**What to produce:** Every entry is to be copied exactly as written, and the pictures are to be skipped.

=-=-=-=-=

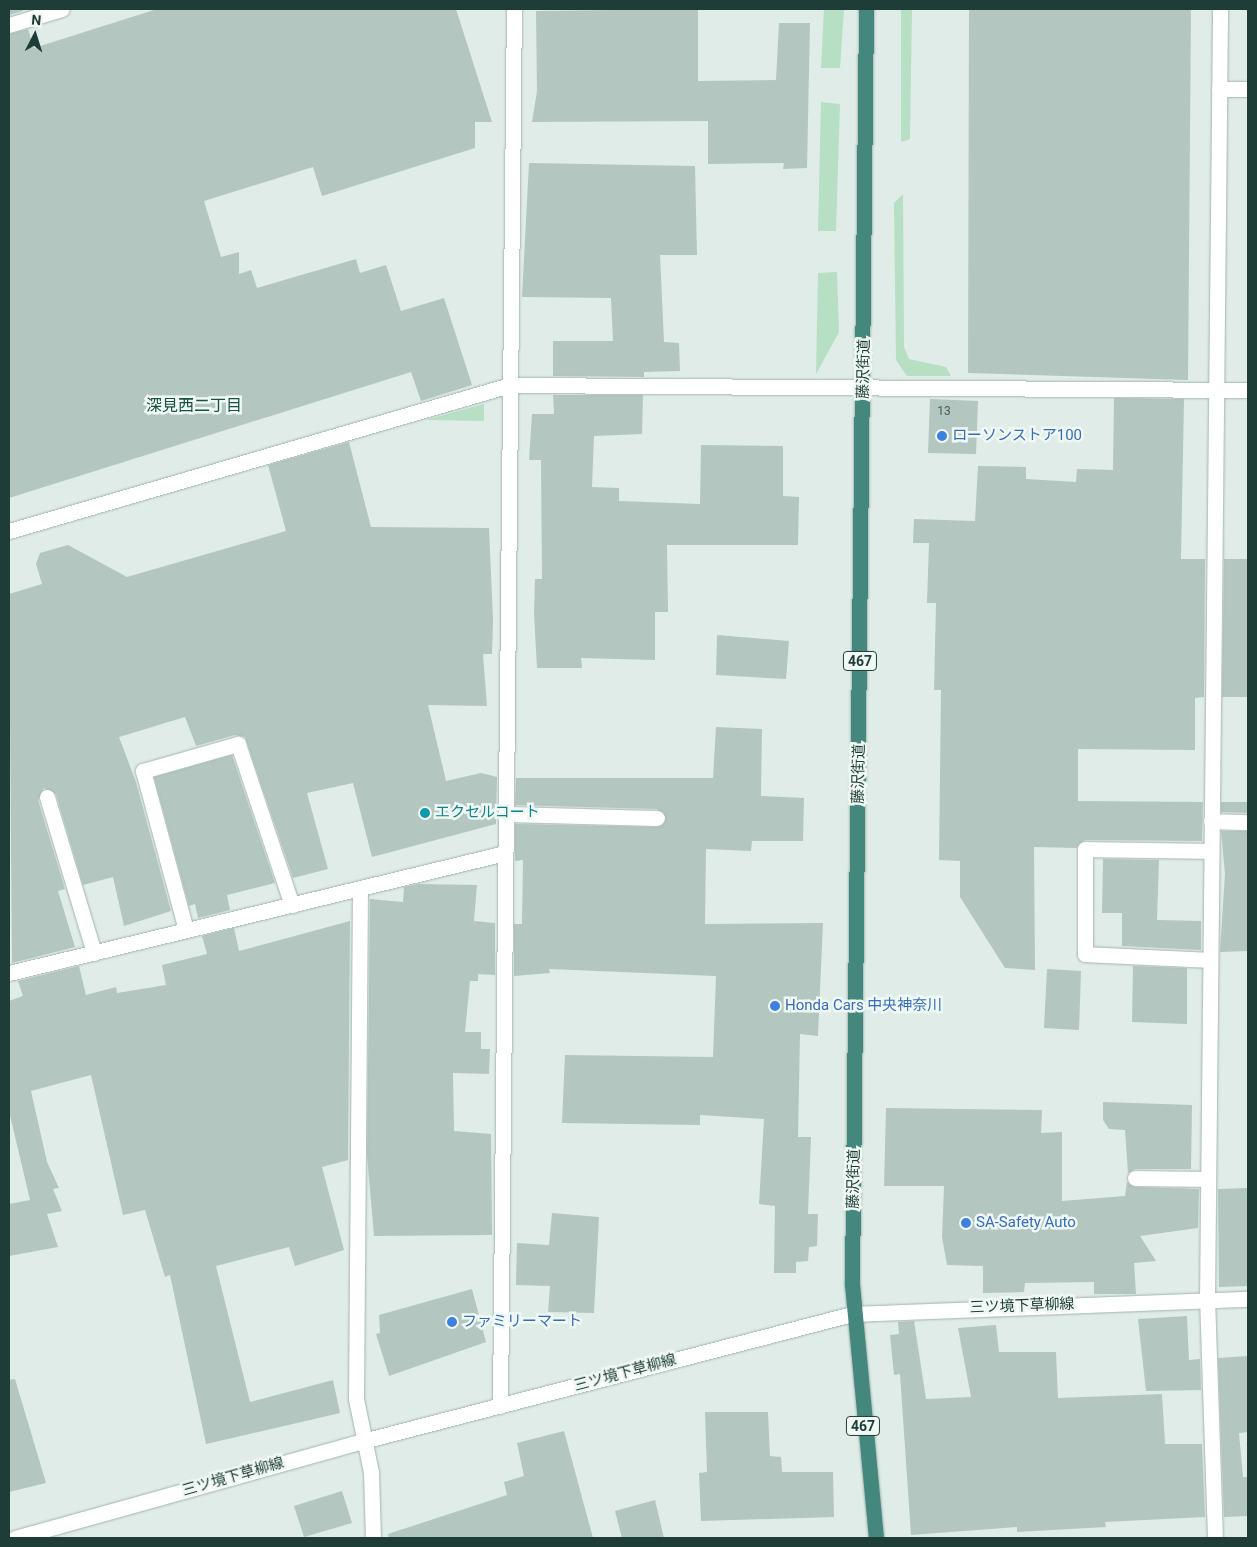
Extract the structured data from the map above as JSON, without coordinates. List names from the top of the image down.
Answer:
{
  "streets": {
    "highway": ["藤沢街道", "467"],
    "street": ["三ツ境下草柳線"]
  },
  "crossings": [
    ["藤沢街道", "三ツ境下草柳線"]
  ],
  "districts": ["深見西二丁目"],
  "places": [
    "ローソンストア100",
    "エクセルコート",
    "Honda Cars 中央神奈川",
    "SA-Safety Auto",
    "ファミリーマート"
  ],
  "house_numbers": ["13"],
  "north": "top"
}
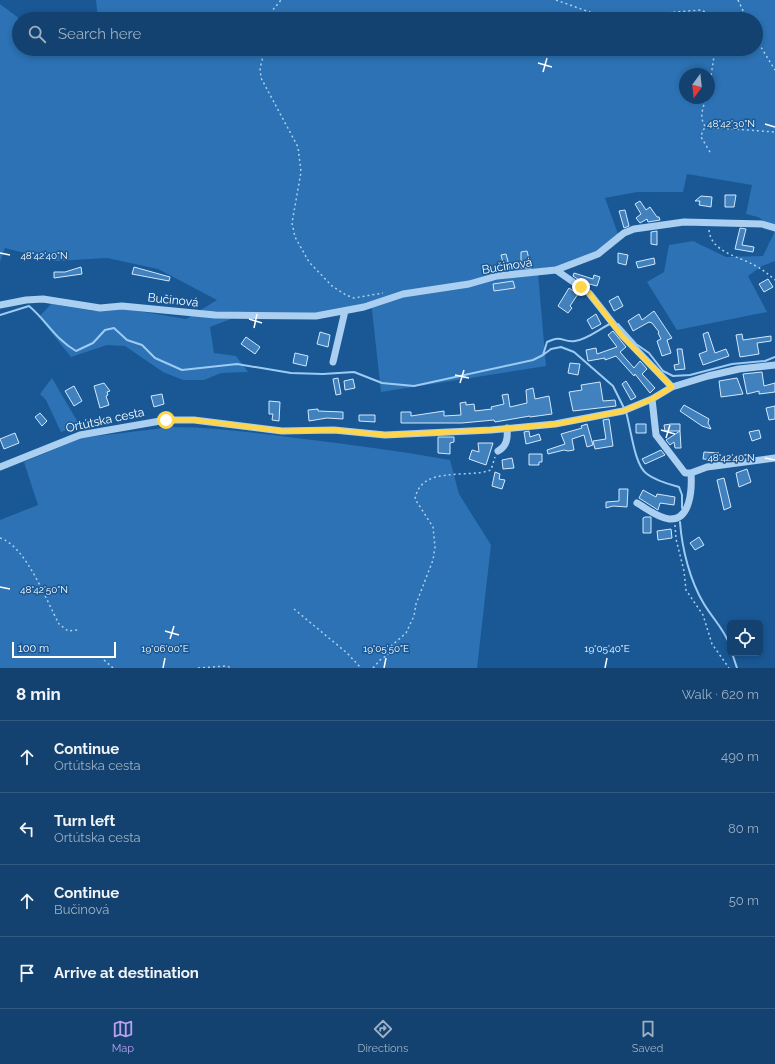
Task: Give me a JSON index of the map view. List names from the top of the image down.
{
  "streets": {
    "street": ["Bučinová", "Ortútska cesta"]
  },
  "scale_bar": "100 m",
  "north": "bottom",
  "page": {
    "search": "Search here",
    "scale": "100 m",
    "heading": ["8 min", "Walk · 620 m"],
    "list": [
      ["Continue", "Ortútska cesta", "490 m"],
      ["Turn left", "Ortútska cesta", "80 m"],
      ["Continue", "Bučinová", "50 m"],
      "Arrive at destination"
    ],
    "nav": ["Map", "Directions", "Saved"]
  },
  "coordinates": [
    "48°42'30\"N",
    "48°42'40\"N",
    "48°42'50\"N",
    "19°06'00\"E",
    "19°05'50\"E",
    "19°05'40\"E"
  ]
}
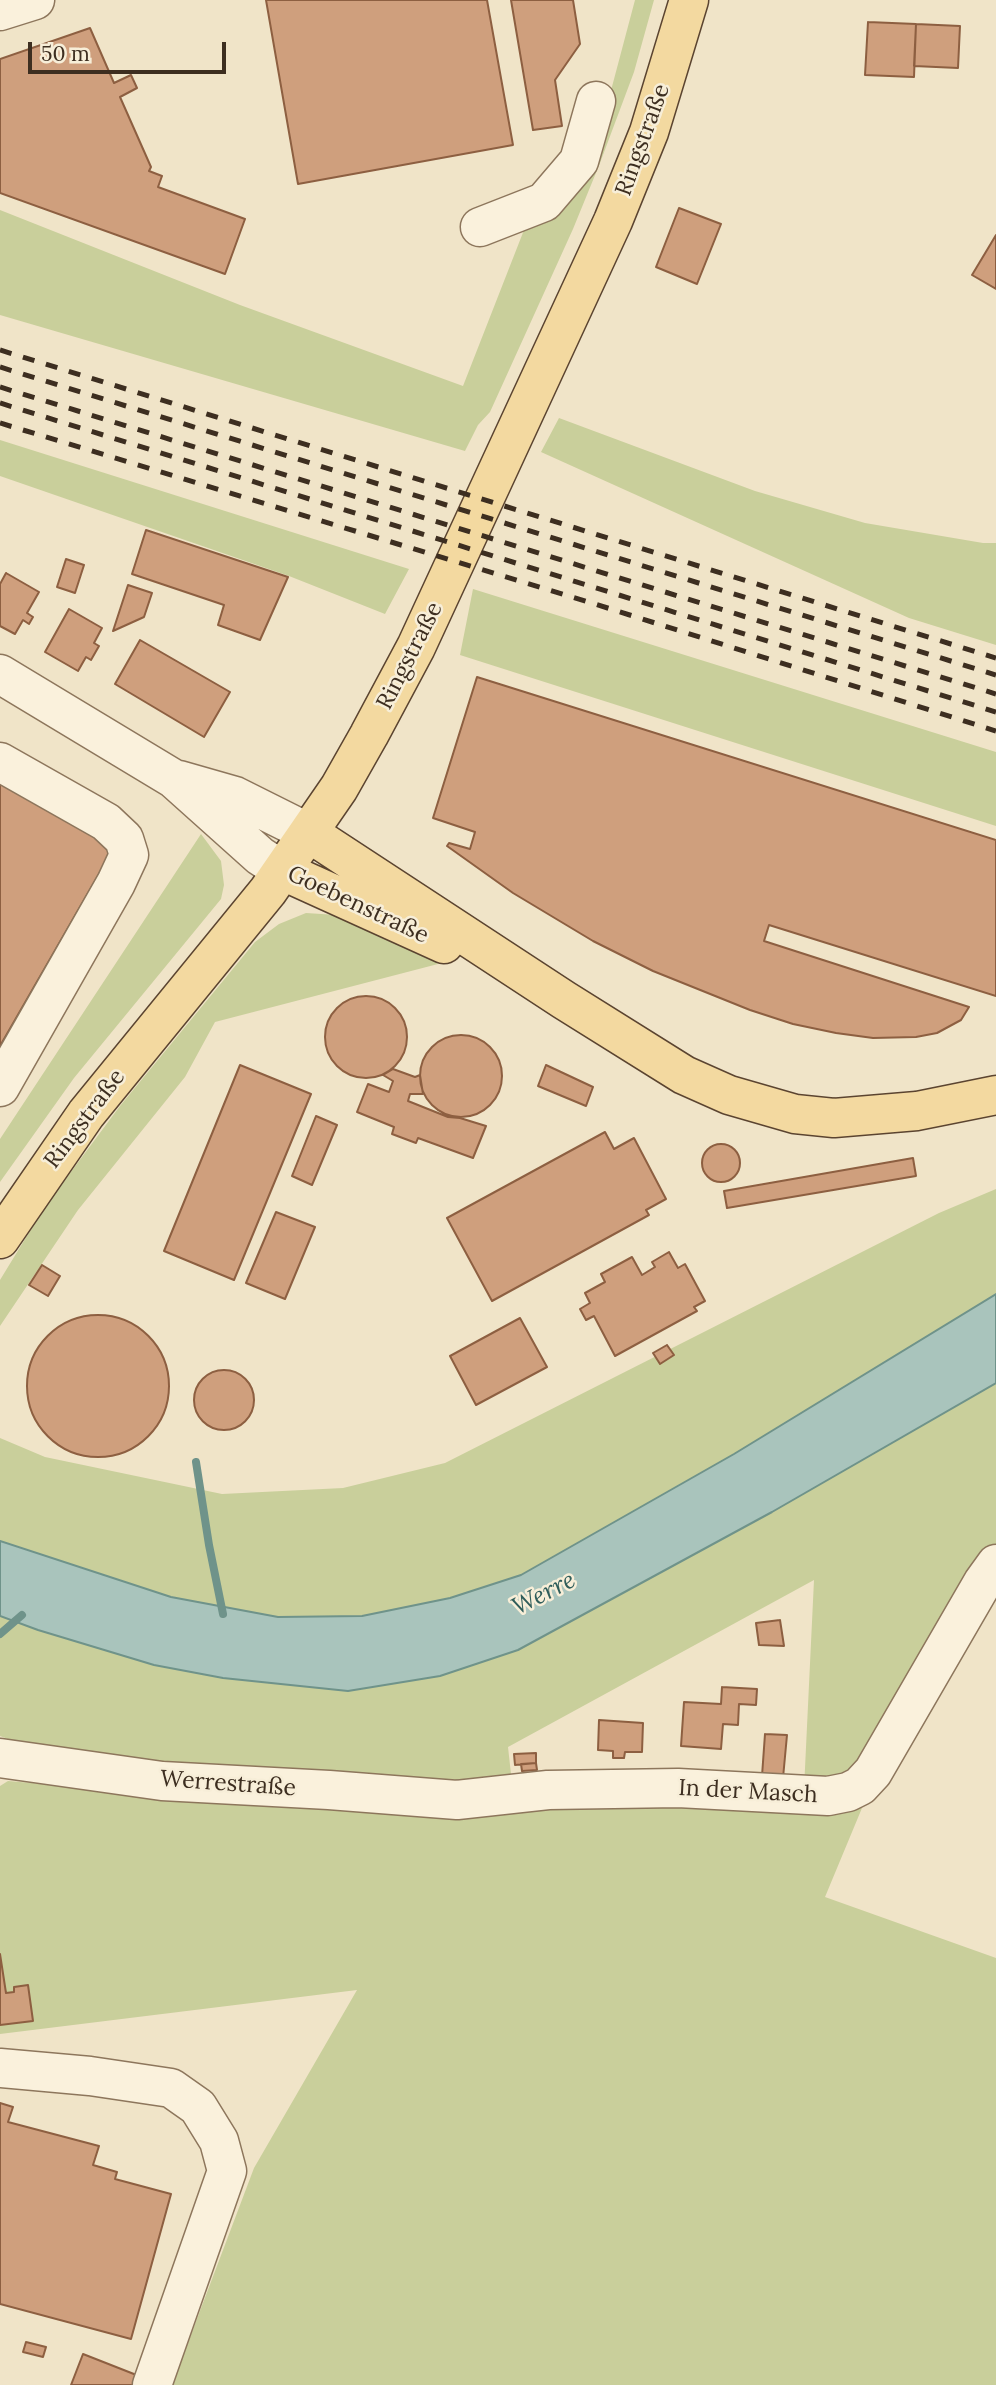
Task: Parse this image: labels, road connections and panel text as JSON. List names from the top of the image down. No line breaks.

=-=-=-=-=

**Written solution:**
Extract the structured data from the map above as JSON, without coordinates. List names from the top of the image down.
Answer:
{
  "streets": {
    "highway": ["藤沢街道", "467"],
    "street": ["三ツ境下草柳線"]
  },
  "crossings": [
    ["藤沢街道", "三ツ境下草柳線"]
  ],
  "districts": ["深見西二丁目"],
  "places": [
    "ローソンストア100",
    "エクセルコート",
    "Honda Cars 中央神奈川",
    "SA-Safety Auto",
    "ファミリーマート"
  ],
  "house_numbers": ["13"],
  "north": "top"
}
Task: Give me a JSON index of the map view. List names from the top of the image down.
{
  "streets": {
    "street": ["Bučinová", "Ortútska cesta"]
  },
  "scale_bar": "100 m",
  "north": "bottom",
  "page": {
    "search": "Search here",
    "scale": "100 m",
    "heading": ["8 min", "Walk · 620 m"],
    "list": [
      ["Continue", "Ortútska cesta", "490 m"],
      ["Turn left", "Ortútska cesta", "80 m"],
      ["Continue", "Bučinová", "50 m"],
      "Arrive at destination"
    ],
    "nav": ["Map", "Directions", "Saved"]
  },
  "coordinates": [
    "48°42'30\"N",
    "48°42'40\"N",
    "48°42'50\"N",
    "19°06'00\"E",
    "19°05'50\"E",
    "19°05'40\"E"
  ]
}
Task: Parse this image: labels, road connections and panel text as JSON. List names from the top of the image down. No line breaks.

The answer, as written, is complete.